毘沙門天を拝した越後の龍

上杉 謙信
(うえすぎ けんしん)
1530年〜1578年



武将データ




竹に飛び雀




丸の内に雌雄二羽の雀が対い合っている"阿吽"の形が特徴。勧修寺流(藤原氏)の代表紋でもあります。


■幼名 / 虎千代
■官位 / 従五位下、弾正少弼、贈従二位
■本拠地 / 越後・春日山、上越、南魚沼
■居城 / 春日山城・栃尾城


毘沙門天の化身
上杉謙信、またの名を上杉輝虎は享禄3年(1530年)1月21日、越後守護代・長尾為景四男(または三男とも)・虎千代として春日山城に生まれました。

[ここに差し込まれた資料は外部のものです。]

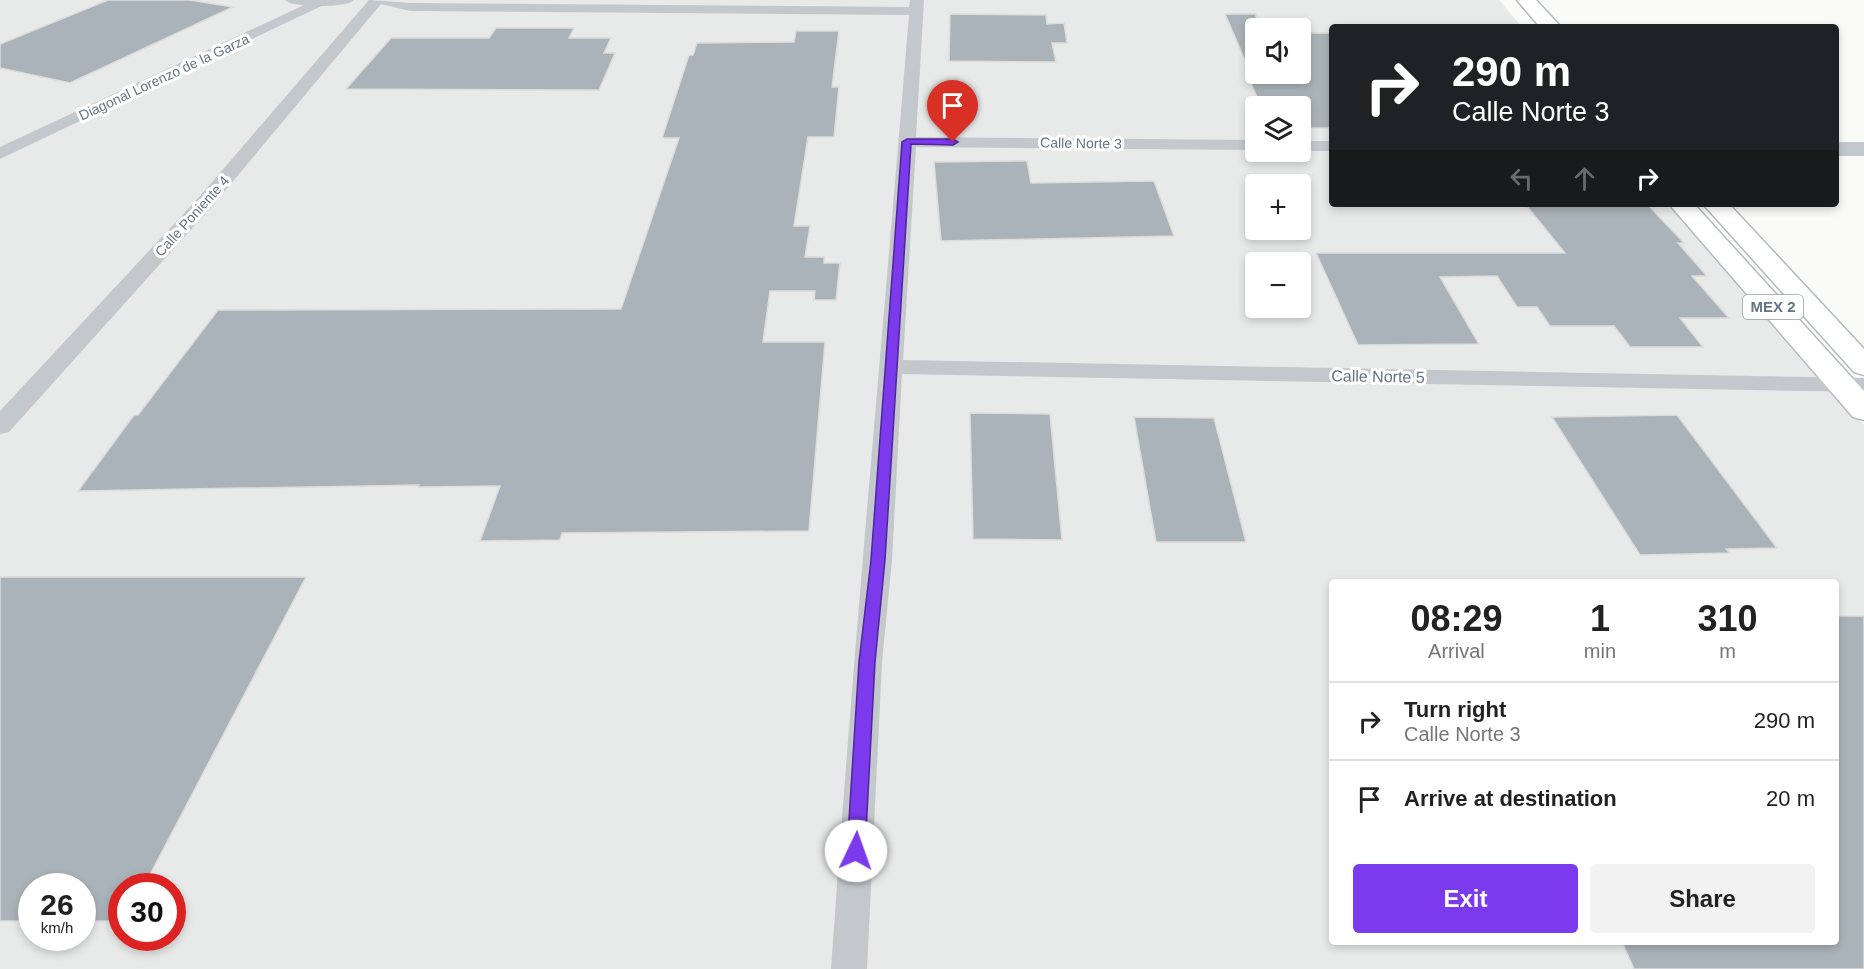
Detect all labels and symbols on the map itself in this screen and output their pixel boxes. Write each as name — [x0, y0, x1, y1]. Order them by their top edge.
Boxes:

当時の越後国は内乱が激しく、下剋上の時代にあって父・為景は戦を繰り返し、越後守護・上杉房能を自害に追い込み、次いで関東管領・上杉顕定長森原の戦いで討ち取った人物。その跡を継いだ謙信は内乱続きだった越後を統一し、産業を振興して国を繁栄させ、さらに上杉の名前と"関東管領"の地位を継ぎました。15歳(※14歳説もアリ)で初陣を飾ってから、その一生は戦に明け暮れ、卓越した戦術と戦の将率では戦国武将の中でもトップクラス!!とにかく超人的な強さを誇り、また信仰心の深さから自らを毘沙門天の化身として、進行していた為"軍神"と呼ばれました。



義に生き、戦った武将
また謙信は、天下争奪には興味が無く"世の秩序を正すため"という大義のもと、私利私欲に走った戦いは行わなかったと言われています。最大のライバル・武田信玄とは12年間のうちに5回も戦ったかの有名な"川中島の戦い"も、信玄が信濃に勢力を広げ、北信濃を領有する村上義清が謙信に助けを求めた事が発端だったといいます。謙信にとって、信玄は最大の宿敵でしたが、信玄の訃報には謙信も男泣きをしたそう。敵である信玄に塩をおくった、というような逸話などからも見て取れる、ストイックなまでに不条理を嫌い、損得よりも己の義を優先する姿。そんな謙信の残した義の心は、上杉景勝や、直江兼続に受け継がれていきました。70回以上の戦を経験しながらも、敗北はたった数回。大規模な領地拡大こそ果たせなかったものの、その"軍神"とまで呼ばれた謙信は「国を取る事は考えず、ただ目前の一戦を考えるのみ」と、その生涯を戦いに捧げます。 ""の一文字を掲げた軍旗を翻し、白布で頭を包んだ僧衣姿で陣頭を仕切ったとされるその姿は、後世の今もなお、カリスマ的な魅力を放っています。